Never10 - a simple way to prevent Windows 10 upgrades

Steve Gibson of Gibson Research Corporation is a well-known security expert – cranky, contrarian, deeply wedded to the past (his personal computer runs Windows XP), and old-school in his approach to writing programs. His website is defiantly retro, a fine example of what the Internet looked like twenty years ago.

He just wrote the utility we need to prevent Windows 10 upgrades and remove the persistent notice from the system tray.

Never10 is a miniscule download, only 81k. When you run it (no installation is required), it has one button: “Disable Win10 upgrade.” Push the button and the program will instantly make the registry changes approved by Microsoft for disabling the upgrade. Restart your computer. The notice will be gone and you won’t have an unexpected overnight upgrade.

Seriously, it couldn’t be simpler. Takes ten seconds. Run the tiny downloaded program, push the button, you’re done.

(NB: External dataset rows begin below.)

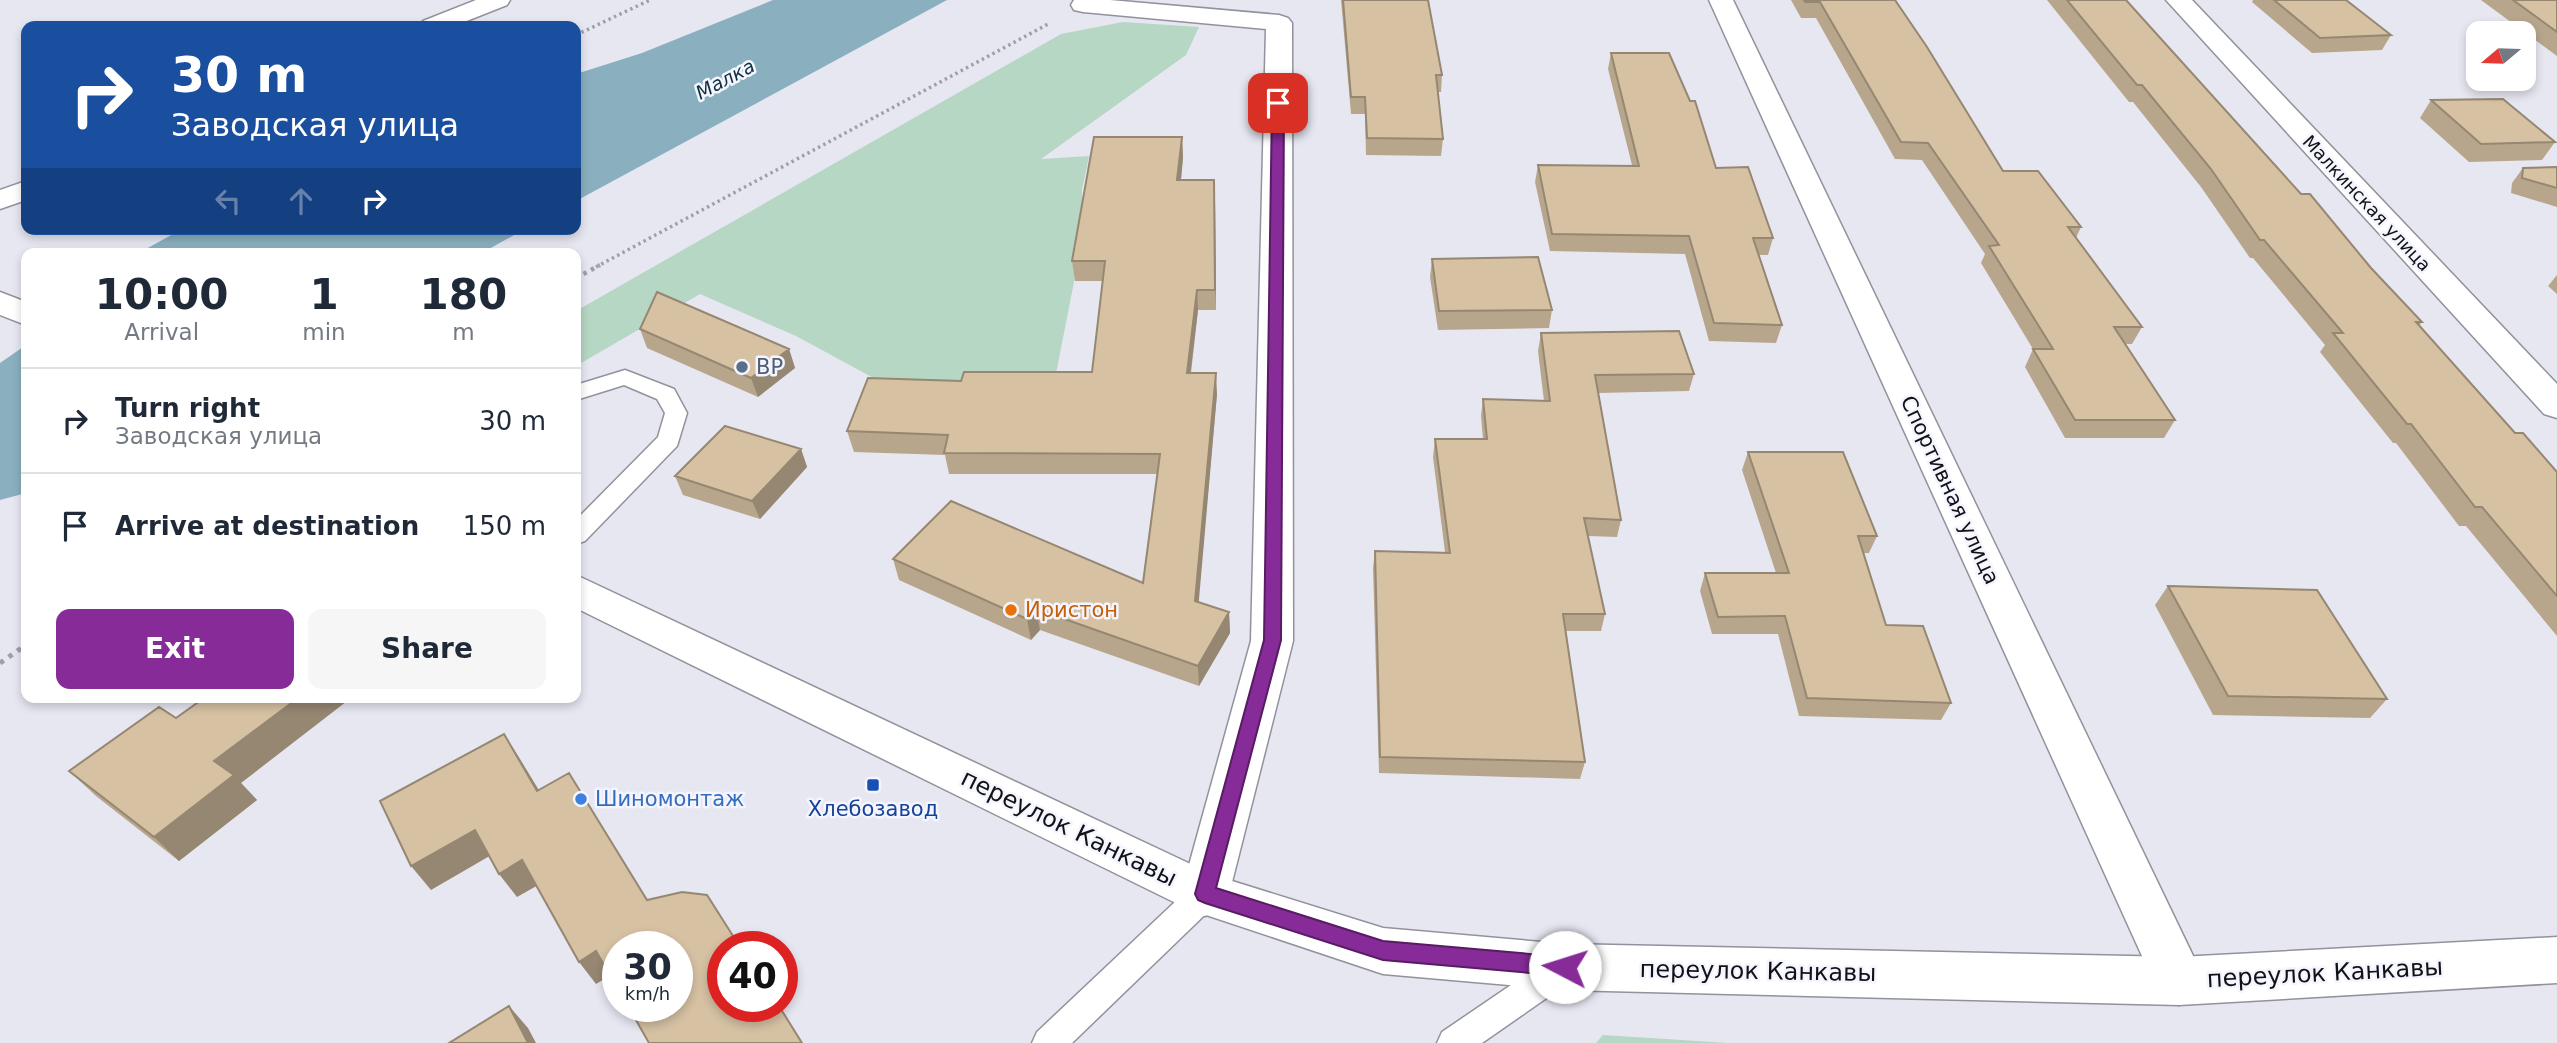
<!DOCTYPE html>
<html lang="en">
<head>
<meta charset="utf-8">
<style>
	body { margin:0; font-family:"DejaVu Sans",sans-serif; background:#f6f6f7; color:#1f2937; height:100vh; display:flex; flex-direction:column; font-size:26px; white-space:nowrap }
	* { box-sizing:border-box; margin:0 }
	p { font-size:23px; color:#747a83 }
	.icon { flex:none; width:38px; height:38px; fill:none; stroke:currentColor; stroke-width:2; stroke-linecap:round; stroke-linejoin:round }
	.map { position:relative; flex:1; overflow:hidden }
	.details { position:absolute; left:21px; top:248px; width:560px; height:455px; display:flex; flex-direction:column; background:#fff; border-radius:14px; box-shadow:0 4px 10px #0003 }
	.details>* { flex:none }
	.banner { position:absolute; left:21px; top:21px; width:560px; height:214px; border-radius:14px; box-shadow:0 4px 10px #0003; background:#1a4fa0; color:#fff; overflow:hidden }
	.needle { width:46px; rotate:251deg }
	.fabs { position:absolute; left:2466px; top:21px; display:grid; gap:14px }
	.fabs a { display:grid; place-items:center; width:70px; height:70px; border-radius:14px; background:#fff; box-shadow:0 4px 10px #0003; font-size:35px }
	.speed { position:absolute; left:602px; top:931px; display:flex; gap:14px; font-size:35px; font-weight:700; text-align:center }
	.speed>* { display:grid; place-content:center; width:91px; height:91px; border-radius:50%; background:#fff; box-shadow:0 4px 10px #0003; line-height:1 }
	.speed small { font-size:18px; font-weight:400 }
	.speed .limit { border:10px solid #d22; background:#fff; color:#111 }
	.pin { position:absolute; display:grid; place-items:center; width:60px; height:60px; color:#fff; margin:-30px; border-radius:14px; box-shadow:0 4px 10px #0006 }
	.me { position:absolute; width:77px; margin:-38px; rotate:275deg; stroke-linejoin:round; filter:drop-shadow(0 0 5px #0008) }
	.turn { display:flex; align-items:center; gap:24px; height:147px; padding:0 35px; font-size:32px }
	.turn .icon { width:91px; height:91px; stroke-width:2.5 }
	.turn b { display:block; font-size:49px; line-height:60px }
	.lanes { display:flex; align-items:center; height:66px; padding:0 35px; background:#0003; justify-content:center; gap:35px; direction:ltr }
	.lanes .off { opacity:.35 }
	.eta { display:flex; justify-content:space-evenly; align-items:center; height:119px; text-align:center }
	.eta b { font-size:42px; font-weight:800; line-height:49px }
	.action { display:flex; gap:14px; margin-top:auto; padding:14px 35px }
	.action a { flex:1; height:80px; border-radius:14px; background:#862b97; color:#fff; font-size:28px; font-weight:800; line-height:80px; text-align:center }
	.action a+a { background:#f6f6f7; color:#1f2937 }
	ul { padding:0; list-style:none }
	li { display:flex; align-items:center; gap:21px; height:105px; padding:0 35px; border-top:2px solid #e0e1e3 }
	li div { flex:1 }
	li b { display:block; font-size:26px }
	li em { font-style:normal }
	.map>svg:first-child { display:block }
	.green { fill:#b5d7c3 }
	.water { fill:#8ab0bf }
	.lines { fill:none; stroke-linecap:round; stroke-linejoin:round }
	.river { fill:#8ab0bf; fill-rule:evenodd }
	.service-casing { stroke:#91929b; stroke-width:3 }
	.minor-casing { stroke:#91929b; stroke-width:3 }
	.tertiary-casing { stroke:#91929b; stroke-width:3 }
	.path-far2 { stroke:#9f9fa8; stroke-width:3.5; stroke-dasharray:2.5 3.5; stroke-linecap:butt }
	.path-far1 { stroke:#9f9fa8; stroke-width:4.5; stroke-dasharray:3.5 5; stroke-linecap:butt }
	.path { stroke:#9f9fa8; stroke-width:5; stroke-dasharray:4.5 6; stroke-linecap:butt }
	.service { fill:#fff; fill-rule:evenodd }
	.minor { fill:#fff; fill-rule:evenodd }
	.tertiary { fill:#fff; fill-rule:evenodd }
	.wall { fill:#b8a68c }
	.shaded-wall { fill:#968772 }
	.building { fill:#d6c1a3; stroke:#968772; stroke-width:2 }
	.route { fill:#862b97; stroke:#571c62; stroke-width:2 }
	.service-dot { fill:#5c6f8a; stroke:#f4f5ff; stroke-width:2.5 }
	.food-dot { fill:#e8710a; stroke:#f4f5ff; stroke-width:2.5 }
	.transit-dot { fill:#1a4fb4; stroke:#f4f5ff; stroke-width:2.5 }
	.shop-dot { fill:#3f7fe0; stroke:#f4f5ff; stroke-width:2.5 }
	.labels { text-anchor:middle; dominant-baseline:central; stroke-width:5; stroke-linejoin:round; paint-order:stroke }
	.far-street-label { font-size:18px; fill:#121215; stroke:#f4f5ff }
	.far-water-label { font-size:19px; font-style:italic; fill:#0c313d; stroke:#f4f5ff }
	.service-label { font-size:21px; fill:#4e5e75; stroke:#f4f5ff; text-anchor:start }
	.street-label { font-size:21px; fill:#121215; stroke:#f4f5ff }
	.food-label { font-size:21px; fill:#c56008; stroke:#f4f5ff; text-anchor:start }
	.shop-label { font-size:21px; fill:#366cbe; stroke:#f4f5ff; text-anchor:start }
	.transit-label { font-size:21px; fill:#164399; stroke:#f4f5ff }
	.near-street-label { font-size:24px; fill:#121215; stroke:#f4f5ff }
</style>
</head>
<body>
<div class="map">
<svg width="2557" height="1043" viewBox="0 0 2557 1043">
	<rect width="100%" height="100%" fill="#e7e7f2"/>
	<path class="green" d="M 1123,22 L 1199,27 L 1186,55 L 1041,159 L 1089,156 L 1082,190 L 1082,241 L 1054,384 L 914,400 L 796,336 L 700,294 L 576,366 L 576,311 L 1061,34 Z
		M 1603,1035 L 1728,1043 L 1729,1043 L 1596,1043 Z"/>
	<path class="water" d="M 773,0 L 947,0 L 576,201 L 576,74 L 642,53 Z
		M 182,229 L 525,229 L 480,254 L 137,254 Z
		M 26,345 L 26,453 L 0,467 L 0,363 Z"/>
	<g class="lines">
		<path class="river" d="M 26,419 L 26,493 L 0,500 L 0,426 Z"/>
		<g class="service-casing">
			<path id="service" d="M 625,370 L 674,389 L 687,413 L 677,446 L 585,541 L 576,544 L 576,520 L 658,437 L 665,413 L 657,399 L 624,385 L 576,400 L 576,385 Z
				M 1205,880 L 1216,884 L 1220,894 L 1216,904 L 1072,1043 L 1032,1043 L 1037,1032 L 1194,884 Z
				M 1563,953 L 1574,957 L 1579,968 L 1574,979 L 1482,1043 L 1437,1043 L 1442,1032 L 1552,957 Z"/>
		</g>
		<g class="minor-casing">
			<path id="minor" d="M 476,0 L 510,0 L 507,5 L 454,26 L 419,26 L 423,21 Z
				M 1074,0 L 1110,0 L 1279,15 L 1288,18 L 1292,23 L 1293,641 L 1229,894 L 1222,909 L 1205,916 L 1188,909 L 1181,894 L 1251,641 L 1266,29 L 1083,12 L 1074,10 L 1071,5 Z
				M 1709,0 L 1733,0 L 2197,964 L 2204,981 L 2197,998 L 2179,1005 L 2161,998 Z
				M 2166,0 L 2192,0 L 2557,384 L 2557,418 L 2544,414 Z
				M 26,181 L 26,200 L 0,209 L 0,190 Z"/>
		</g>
		<g class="tertiary-casing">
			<path id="tertiary" d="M 0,292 L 26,302 L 26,325 L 0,315 Z
				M 576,575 L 1216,876 L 1383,928 L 1565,944 L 2179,957 L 2557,937 L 2557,983 L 2179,1005 L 1565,990 L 1383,974 L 1188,909 L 576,608 Z"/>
		</g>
		<path class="path-far2" d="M 576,35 L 650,0
			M 596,267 L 1050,23"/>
		<path class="path-far1" d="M 576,278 L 600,265"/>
		<path class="path" d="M 0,663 L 26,645"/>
		<use href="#service" class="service"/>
		<use href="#minor" class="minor"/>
		<use href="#tertiary" class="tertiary"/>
	</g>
	<path class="wall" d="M 1341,0 L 1428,0 L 1442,75 L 1441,92 L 1438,92 L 1443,139 L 1441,156 L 1366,155 L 1365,114 L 1351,114 Z
		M 1791,0 L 1895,0 L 2003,171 L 2081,227 L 2076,238 L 2142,327 L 2132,344 L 2125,344 L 2175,420 L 2164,438 L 2065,438 L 2025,367 L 2033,349 L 1981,263 L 1985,254 L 1922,160 L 1895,159 L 1816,18 L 1801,18 Z
		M 2047,0 L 2126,0 L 2301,194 L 2422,322 L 2419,326 L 2515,433 L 2557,472 L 2557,636 L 2466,526 L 2459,526 L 2396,443 L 2393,443 L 2320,352 L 2325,345 L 2253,258 L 2250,258 L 2201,187 L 2133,102 L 2129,102 Z
		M 2253,0 L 2346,0 L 2391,35 L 2382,50 L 2312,53 L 2252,2 Z
		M 2481,0 L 2557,0 L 2557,56 Z
		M 1611,53 L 1716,168 L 1773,238 L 1768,255 L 1759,255 L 1782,325 L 1776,343 L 1709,341 L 1685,254 L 1550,251 L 1535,182 L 1538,165 L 1632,165 L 1608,69 Z
		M 2431,100 L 2555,142 L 2542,160 L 2469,162 L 2420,118 Z
		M 1182,137 L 1183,157 L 1181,180 L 1215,200 L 1216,310 L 1198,310 L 1191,373 L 1217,394 L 1198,602 L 1229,612 L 1230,633 L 1199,686 L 1040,630 L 1031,640 L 899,580 L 893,559 L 1143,583 L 1158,474 L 949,474 L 945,455 L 854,452 L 847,431 L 1092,372 L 1103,281 L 1075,281 L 1072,261 Z
		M 2557,167 L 2557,207 L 2511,193 L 2512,183 L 2523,168 Z
		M 1432,259 L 1552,310 L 1549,328 L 1438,330 L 1430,277 Z
		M 2557,275 L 2557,294 L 2548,286 Z
		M 640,329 L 789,349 L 795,368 L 758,397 L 647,348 Z
		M 1541,333 L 1694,374 L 1689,391 L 1598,393 L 1621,520 L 1617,537 L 1588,536 L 1605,614 L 1601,631 L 1566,631 L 1585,762 L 1580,779 L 1379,773 L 1373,568 L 1375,551 L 1445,552 L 1433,457 L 1435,439 L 1483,439 L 1481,416 L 1483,399 L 1544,401 L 1538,351 Z
		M 801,449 L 807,467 L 760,519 L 683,495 L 675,476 Z
		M 1748,452 L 1877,536 L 1869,553 L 1864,553 L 1886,625 L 1951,703 L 1941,720 L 1799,716 L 1778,634 L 1712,634 L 1700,591 L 1705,573 L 1776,573 L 1742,470 Z
		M 2168,586 L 2387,699 L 2370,718 L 2213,715 L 2155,605 Z
		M 69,771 L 241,783 L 257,800 L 179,861 L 96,796 Z"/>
	<path class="shaded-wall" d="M 1182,137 L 1183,157 L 1179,200 L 1177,180 Z
		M 1214,180 L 1215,200 L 1216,310 L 1215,290 Z
		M 1197,290 L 1198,310 L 1188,393 L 1187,373 Z
		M 789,349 L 795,368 L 758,397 L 751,378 Z
		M 1216,373 L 1217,394 L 1197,622 L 1195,601 Z
		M 801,449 L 807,467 L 760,519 L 752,501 Z
		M 1036,609 L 1040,630 L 1031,640 L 1027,619 Z
		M 1229,612 L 1230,633 L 1199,686 L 1198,666 Z
		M 298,698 L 351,698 L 241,783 L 257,800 L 179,861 L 154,837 L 214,761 Z
		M 504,734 L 520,759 L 554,815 L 537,791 Z
		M 475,830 L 493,854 L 431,890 L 411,866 Z
		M 522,860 L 540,884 L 517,897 L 499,874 Z
		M 596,951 L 613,974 L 596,984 L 579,962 Z
		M 509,1006 L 528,1028 L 536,1043 L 528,1043 Z"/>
	<path class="building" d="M 1343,0 L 1428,0 L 1442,75 L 1436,75 L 1443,139 L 1367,138 L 1365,97 L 1351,97 Z
		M 1804,0 L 1895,0 L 1927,47 L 2003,171 L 2038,171 L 2081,227 L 2068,227 L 2142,327 L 2114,327 L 2175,420 L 2075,420 L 2033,349 L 2053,349 L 1989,246 L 1999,245 L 1928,143 L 1901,142 L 1820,2 L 1805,2 Z
		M 2067,0 L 2126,0 L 2301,194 L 2310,194 L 2371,268 L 2422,322 L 2416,322 L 2515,433 L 2523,433 L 2557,472 L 2557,596 L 2482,507 L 2475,507 L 2411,424 L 2407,424 L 2333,333 L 2343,333 L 2264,240 L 2260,240 L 2211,169 L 2142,85 L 2137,85 Z
		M 2274,0 L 2346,0 L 2391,35 L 2320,38 Z
		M 2513,0 L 2557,0 L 2557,32 Z
		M 1611,53 L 1669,53 L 1690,101 L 1695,101 L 1716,168 L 1748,167 L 1773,238 L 1753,238 L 1782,325 L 1714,323 L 1689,236 L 1552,234 L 1538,165 L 1639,166 Z
		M 2503,99 L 2555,142 L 2481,144 L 2431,100 Z
		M 1094,137 L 1182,137 L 1177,180 L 1214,180 L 1215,290 L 1197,290 L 1187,373 L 1216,373 L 1195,601 L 1229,612 L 1198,666 L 1036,609 L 1027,619 L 893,559 L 951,501 L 1143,583 L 1160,454 L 944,453 L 948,435 L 847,431 L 868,378 L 961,381 L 964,372 L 1092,372 L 1105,261 L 1072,261 Z
		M 2557,167 L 2557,188 L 2522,178 L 2523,168 Z
		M 1538,257 L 1552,310 L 1439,311 L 1432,259 Z
		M 657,292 L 789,349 L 751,378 L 640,329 Z
		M 1679,331 L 1694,374 L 1595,375 L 1621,520 L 1584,518 L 1605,614 L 1563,614 L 1585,762 L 1380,757 L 1375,551 L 1450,553 L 1435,439 L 1487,439 L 1483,399 L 1550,401 L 1541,333 Z
		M 725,426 L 801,449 L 752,501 L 675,476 Z
		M 1748,452 L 1843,452 L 1877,536 L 1858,536 L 1886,625 L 1923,626 L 1951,703 L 1807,698 L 1785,616 L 1718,617 L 1705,573 L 1789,573 Z
		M 2168,586 L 2317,590 L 2387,699 L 2228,696 Z
		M 204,698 L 298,698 L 214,761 L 234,775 L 154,837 L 69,771 L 159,707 L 176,718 Z
		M 504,734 L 537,791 L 569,773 L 647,900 L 682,892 L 707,895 L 740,947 L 723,947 L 723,1006 L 779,1006 L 802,1043 L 649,1043 L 628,1006 L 677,1006 L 677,947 L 618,947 L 618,989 L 596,951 L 579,962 L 522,860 L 499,874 L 475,830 L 411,866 L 380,801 Z
		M 509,1006 L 528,1043 L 449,1043 Z"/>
	<path class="route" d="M 1278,100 L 1284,103 L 1281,640 L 1216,888 L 1383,941 L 1565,957 L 1573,960 L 1576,967 L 1573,974 L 1565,976 L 1383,960 L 1205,903 L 1198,900 L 1195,894 L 1264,640 L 1272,103 Z"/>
	<circle class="service-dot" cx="742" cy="367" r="7"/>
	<circle class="food-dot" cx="1011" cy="610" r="7"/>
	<rect class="transit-dot" x="866" y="778" width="14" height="14" rx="3.5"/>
	<circle class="shop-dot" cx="581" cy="799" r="7"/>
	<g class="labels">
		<g class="far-street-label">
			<text transform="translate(2367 203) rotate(47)">Малкинская улица</text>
		</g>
		<g class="far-water-label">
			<text transform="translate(725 79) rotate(-28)">Малка</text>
		</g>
		<g class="service-label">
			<text x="756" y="367">BP</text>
		</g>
		<g class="street-label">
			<text transform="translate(1950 490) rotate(65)">Спортивная улица</text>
		</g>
		<g class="food-label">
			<text x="1025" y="610">Иристон</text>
		</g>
		<g class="shop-label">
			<text x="595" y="799">Шиномонтаж</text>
		</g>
		<g class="transit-label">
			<text x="873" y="809">Хлебозавод</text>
		</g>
		<g class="near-street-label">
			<text transform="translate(1069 828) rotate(26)">переулок Канкавы</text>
			<text transform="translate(1758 971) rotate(1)">переулок Канкавы</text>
			<text transform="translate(2325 973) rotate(-3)">переулок Канкавы</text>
		</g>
	</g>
</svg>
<div class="fabs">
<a><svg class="needle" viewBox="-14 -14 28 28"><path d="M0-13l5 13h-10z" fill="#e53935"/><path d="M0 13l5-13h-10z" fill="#747a83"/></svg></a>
</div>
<div class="speed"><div>30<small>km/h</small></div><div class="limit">40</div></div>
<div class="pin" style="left:1278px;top:103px;background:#d93025"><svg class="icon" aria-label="arrive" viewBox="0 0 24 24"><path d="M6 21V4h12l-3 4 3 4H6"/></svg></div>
<svg class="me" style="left:1565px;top:967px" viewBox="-20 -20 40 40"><circle r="19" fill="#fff"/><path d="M0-13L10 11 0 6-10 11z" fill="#862b97"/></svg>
<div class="banner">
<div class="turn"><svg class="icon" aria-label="right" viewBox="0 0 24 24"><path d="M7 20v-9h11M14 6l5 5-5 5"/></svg><div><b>30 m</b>Заводская улица</div></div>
<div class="lanes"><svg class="icon off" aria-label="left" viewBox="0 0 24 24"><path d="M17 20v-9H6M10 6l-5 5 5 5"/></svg><svg class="icon off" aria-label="ahead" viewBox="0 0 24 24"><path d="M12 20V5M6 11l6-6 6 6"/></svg><svg class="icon" aria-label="right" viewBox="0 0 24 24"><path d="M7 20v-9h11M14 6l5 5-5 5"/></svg></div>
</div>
<section class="details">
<div class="eta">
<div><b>10:00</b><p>Arrival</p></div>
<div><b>1</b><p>min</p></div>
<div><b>180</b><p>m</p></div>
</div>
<ul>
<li><svg class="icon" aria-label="right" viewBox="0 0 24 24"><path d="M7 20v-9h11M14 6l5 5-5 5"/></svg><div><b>Turn right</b><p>Заводская улица</p></div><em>30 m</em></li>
<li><svg class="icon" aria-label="arrive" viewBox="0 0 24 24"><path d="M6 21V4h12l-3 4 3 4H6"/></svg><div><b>Arrive at destination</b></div><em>150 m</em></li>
</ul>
<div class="action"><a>Exit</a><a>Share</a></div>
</section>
</div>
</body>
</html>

If you’re curious, Steve explains the technical details of how Never10 works and provides some background about it here.

Don’t be too hasty! Windows 10 upgrades are going very well for most people now, six months after the initial release of Windows 10. I think most computers should be upgraded to Windows 10 – details are in this article.

There are, however, some of you who should use the Never10 utility and never upgrade, including: business computers that are more than four years old; laptops with limited hard drive space; and older computers used by people who are conservative by nature and would prefer to avoid risk and change.

There is another free utility that’s been available for a few months for disabling the Windows 10 upgrades, GWX Control Panel. I’ve recommended it in the past and it’s still available. It’s never been my favorite program; it has to be installed and it has too many options. Never10 is a better choice if you want to put this behind you and get rid of the Microsoft nag screens with absolutely no fuss.

This won’t close the door to Windows 10 permanently, by the way. If you run it again, you can have the Windows 10 notice back in the system tray after the next restart. And you can always start the upgrade manually from this Microsoft page. Don’t be afraid to run Never10 on a Windows 7 or 8 computer if your inclination today is to pass on the upgrade. You’ll be able to change your mind later.

A simple program. Who knew such a thing was still possible?